> **Exercise goal**: Would you return each entry exactly as written, omitting any pictures?
━━ Exercise data
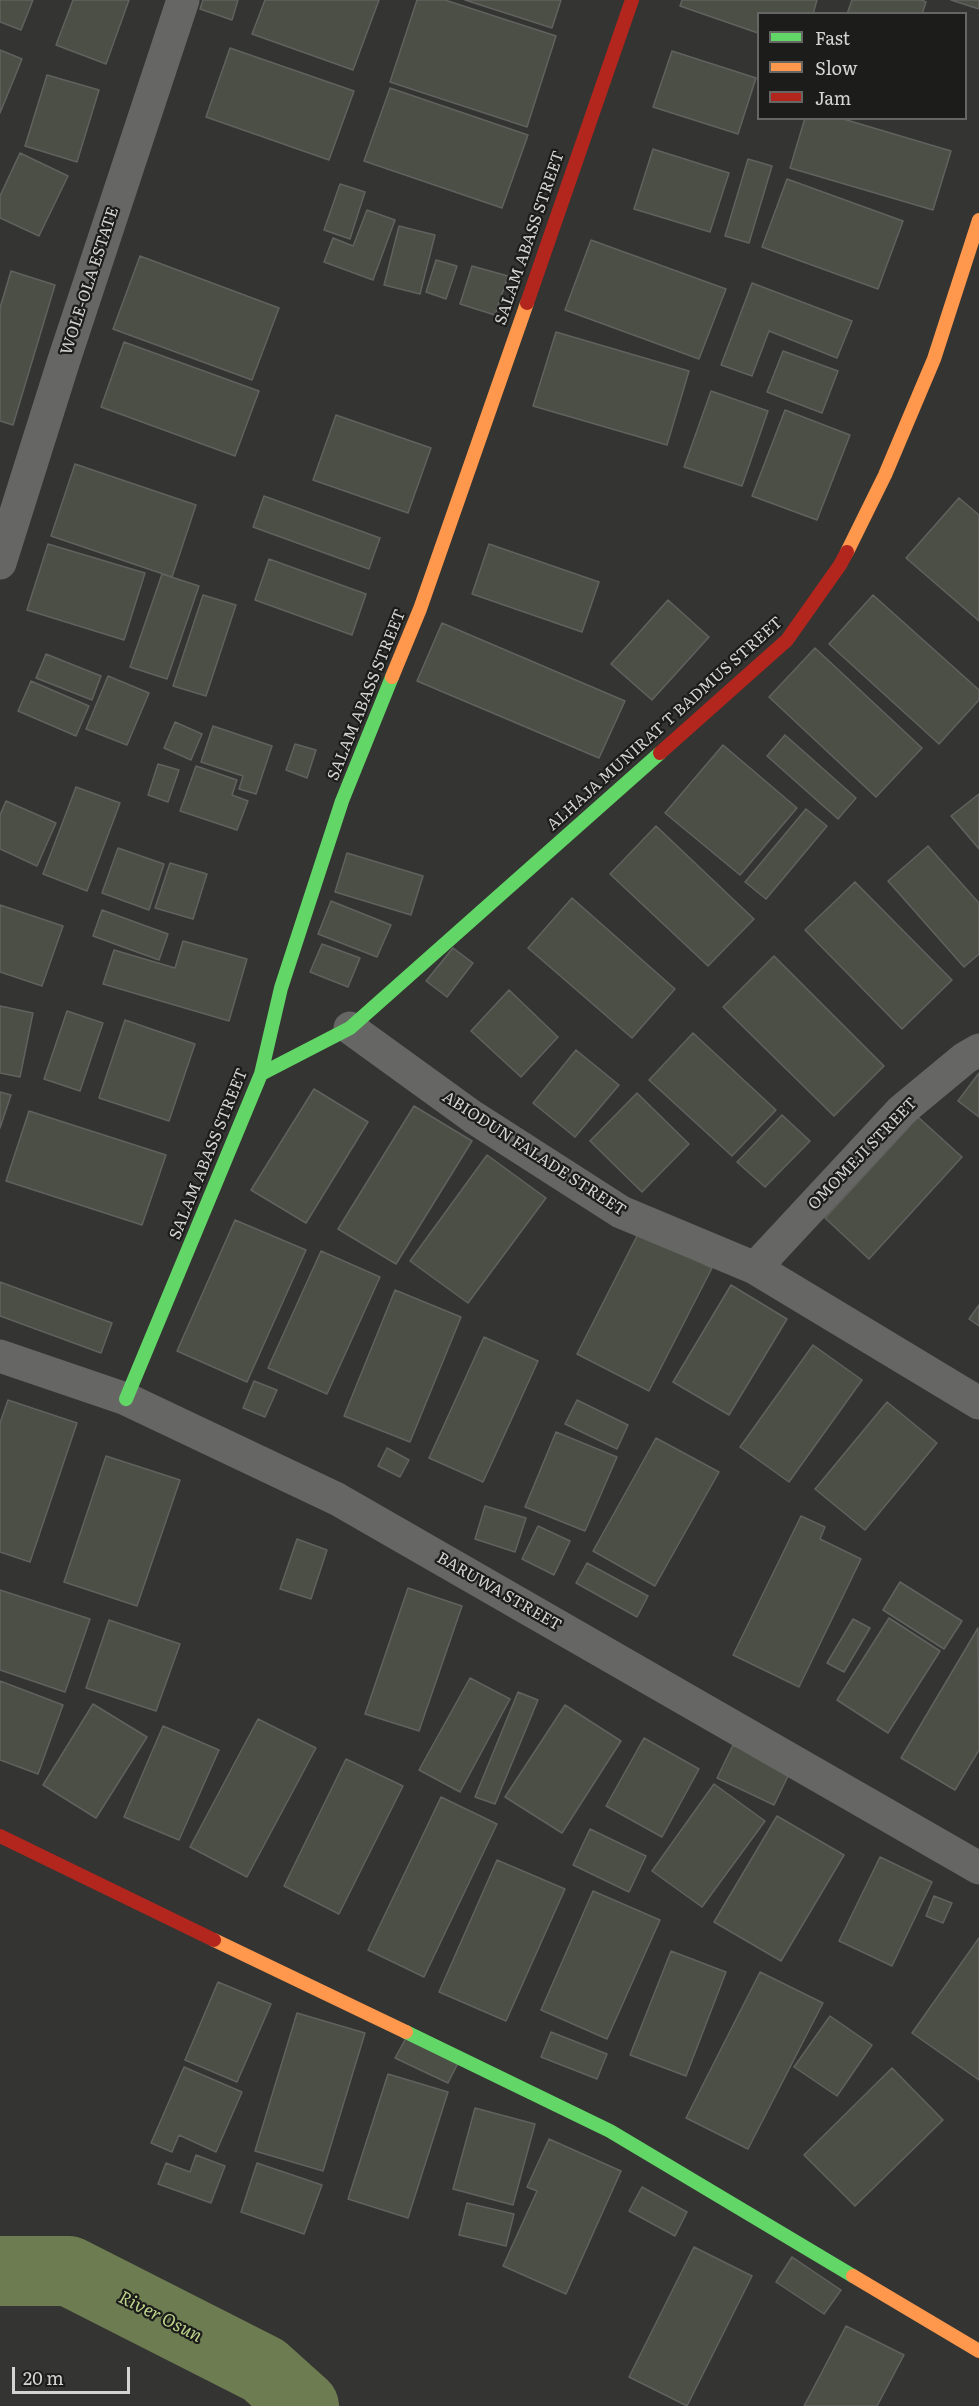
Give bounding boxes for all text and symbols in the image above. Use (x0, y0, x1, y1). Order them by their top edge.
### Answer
legend (757, 12, 967, 120)
text: Fast (815, 24, 850, 51)
text: Slow (815, 54, 857, 81)
text: Jam (815, 84, 851, 111)
street label: SALAM ABASS STREET (491, 148, 569, 328)
street label: WOLE-OLA ESTATE (57, 205, 123, 357)
street label: SALAM ABASS STREET (324, 607, 410, 783)
street label: ALHAJA MUNIRAT T BADMUS STREET (543, 613, 787, 835)
street label: SALAM ABASS STREET (166, 1066, 252, 1242)
street label: ABIODUN FALADE STREET (439, 1087, 629, 1221)
street label: OMOMEJI STREET (804, 1094, 922, 1214)
street label: BARUWA STREET (433, 1549, 565, 1635)
water label: River Osun (115, 2287, 205, 2347)
scale bar (15, 2355, 134, 2393)
text: 20 m (23, 2364, 64, 2391)

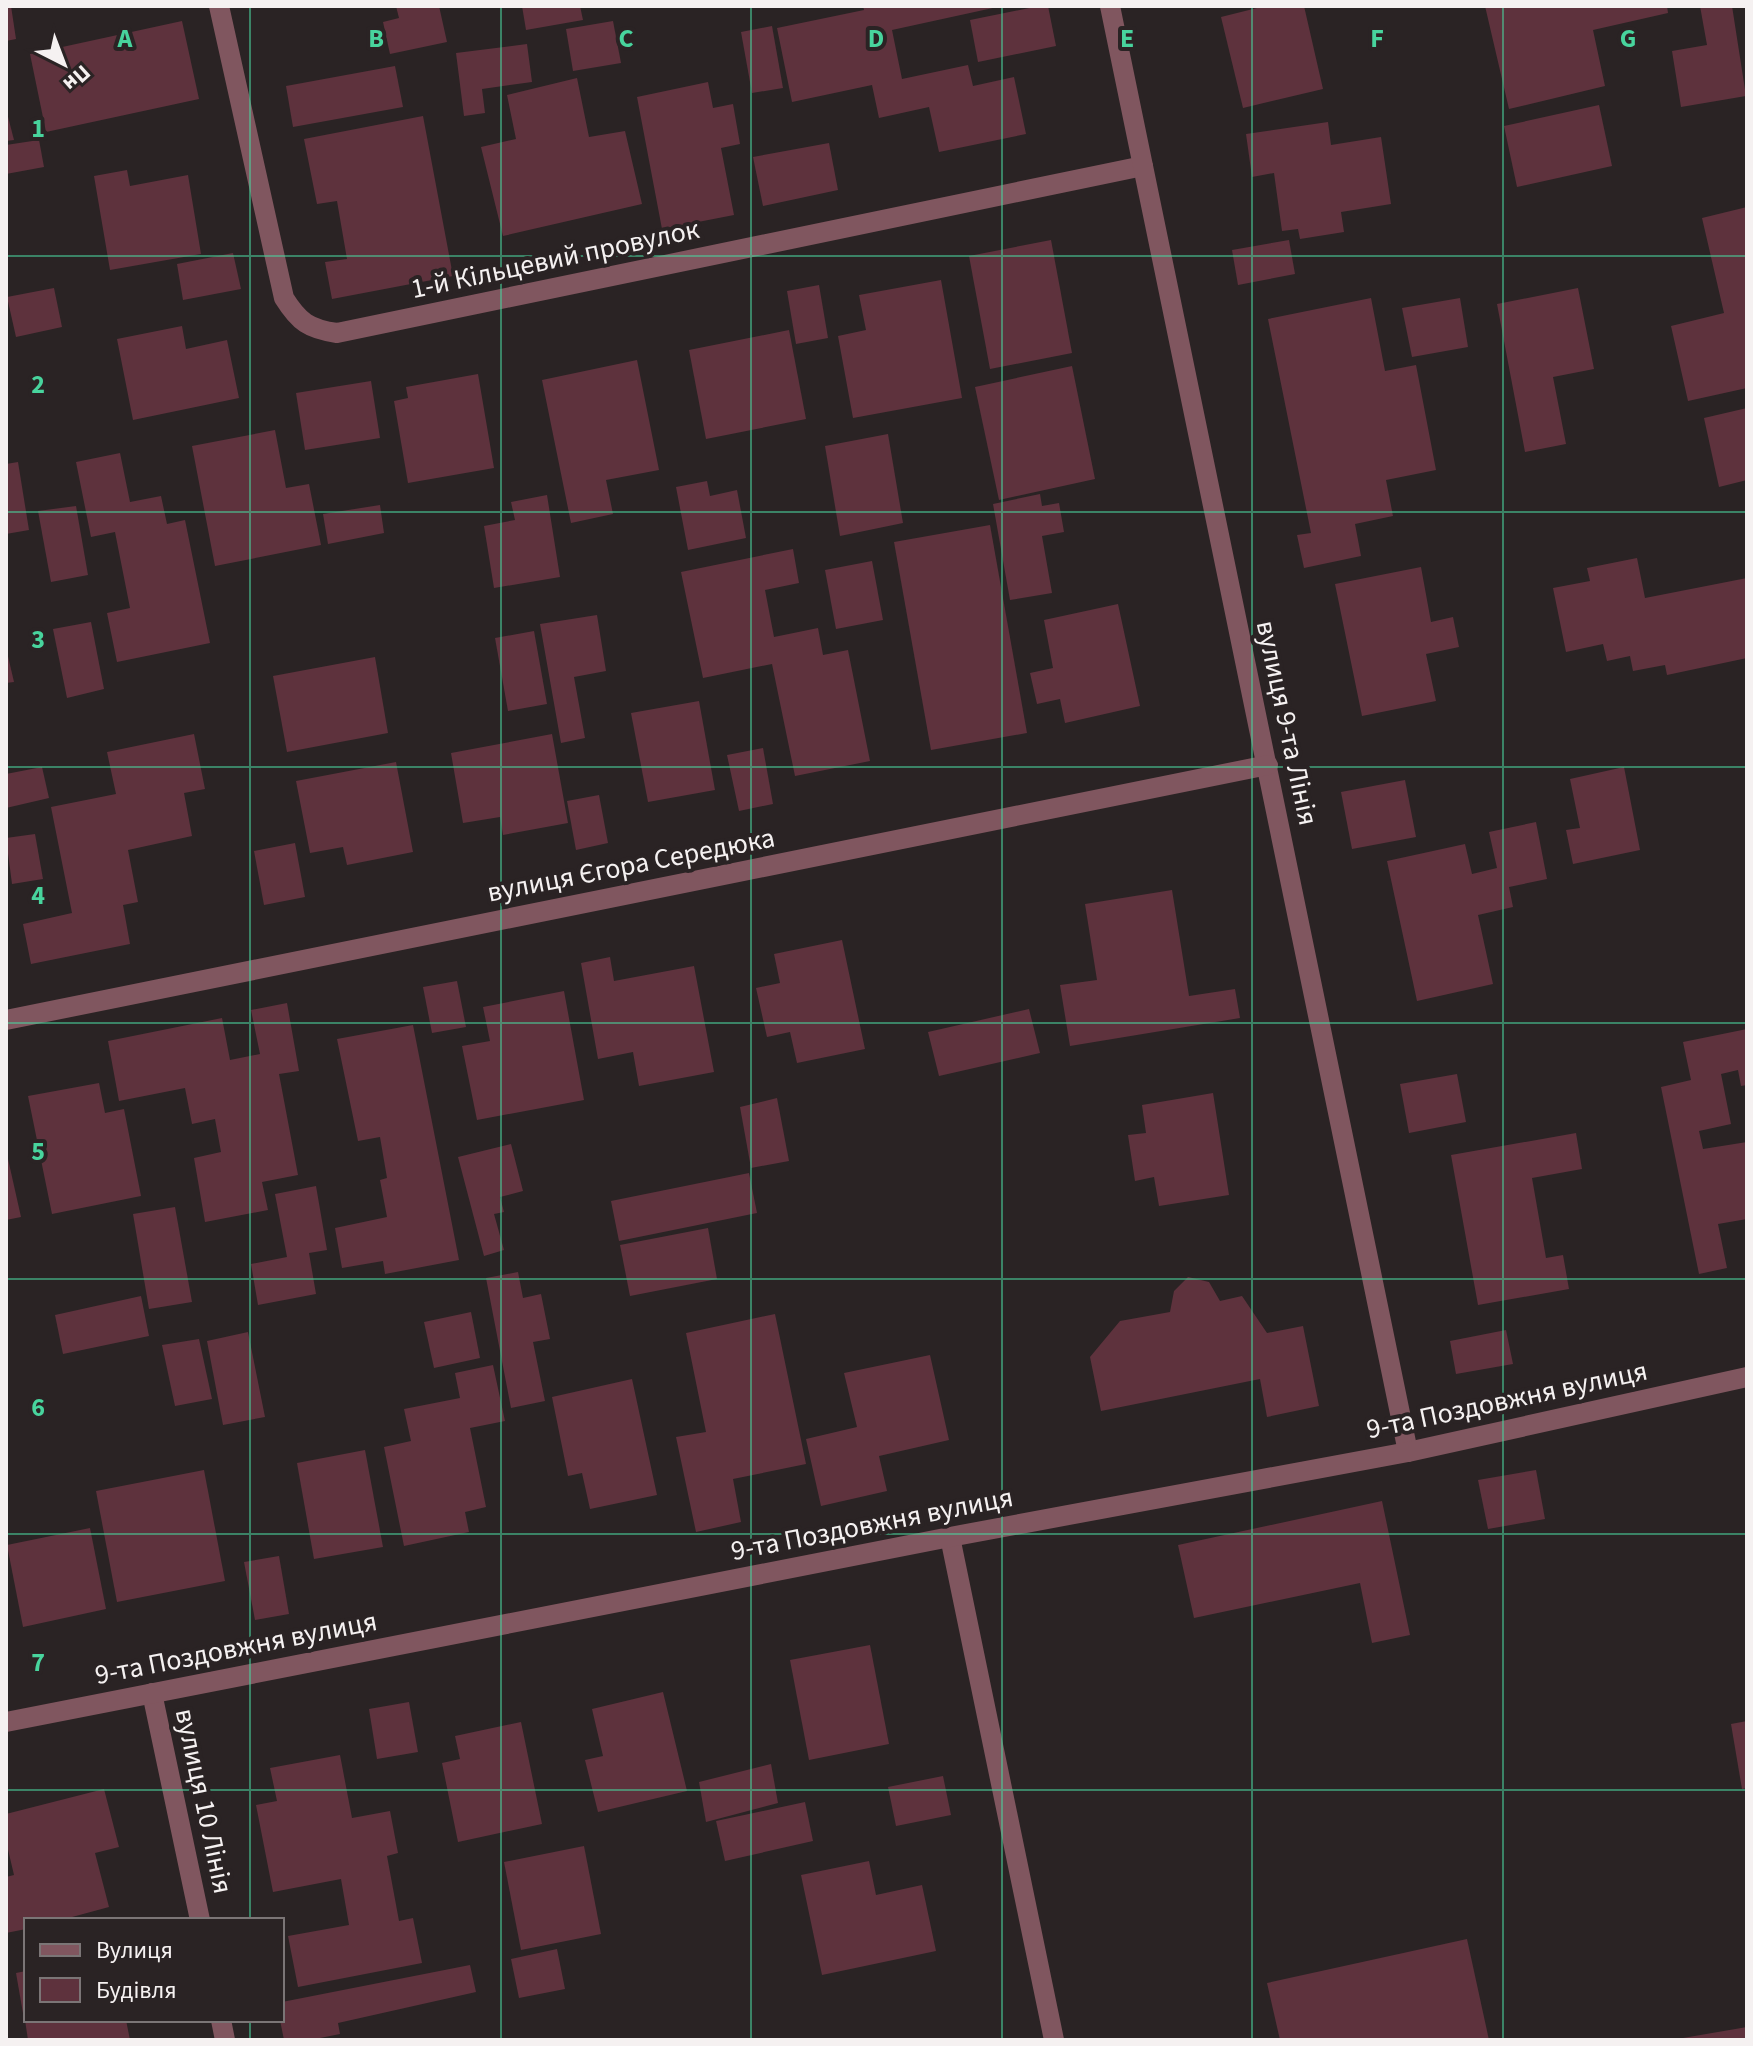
━━━━
> **Exercise output**:
Give bounding boxes for all text and symbols in the image above. Use (x0, y0, x1, y1). Order them by their top edge.
### Answer
legend (757, 12, 967, 120)
text: Fast (815, 24, 850, 51)
text: Slow (815, 54, 857, 81)
text: Jam (815, 84, 851, 111)
street label: SALAM ABASS STREET (491, 148, 569, 328)
street label: WOLE-OLA ESTATE (57, 205, 123, 357)
street label: SALAM ABASS STREET (324, 607, 410, 783)
street label: ALHAJA MUNIRAT T BADMUS STREET (543, 613, 787, 835)
street label: SALAM ABASS STREET (166, 1066, 252, 1242)
street label: ABIODUN FALADE STREET (439, 1087, 629, 1221)
street label: OMOMEJI STREET (804, 1094, 922, 1214)
street label: BARUWA STREET (433, 1549, 565, 1635)
water label: River Osun (115, 2287, 205, 2347)
scale bar (15, 2355, 134, 2393)
text: 20 m (23, 2364, 64, 2391)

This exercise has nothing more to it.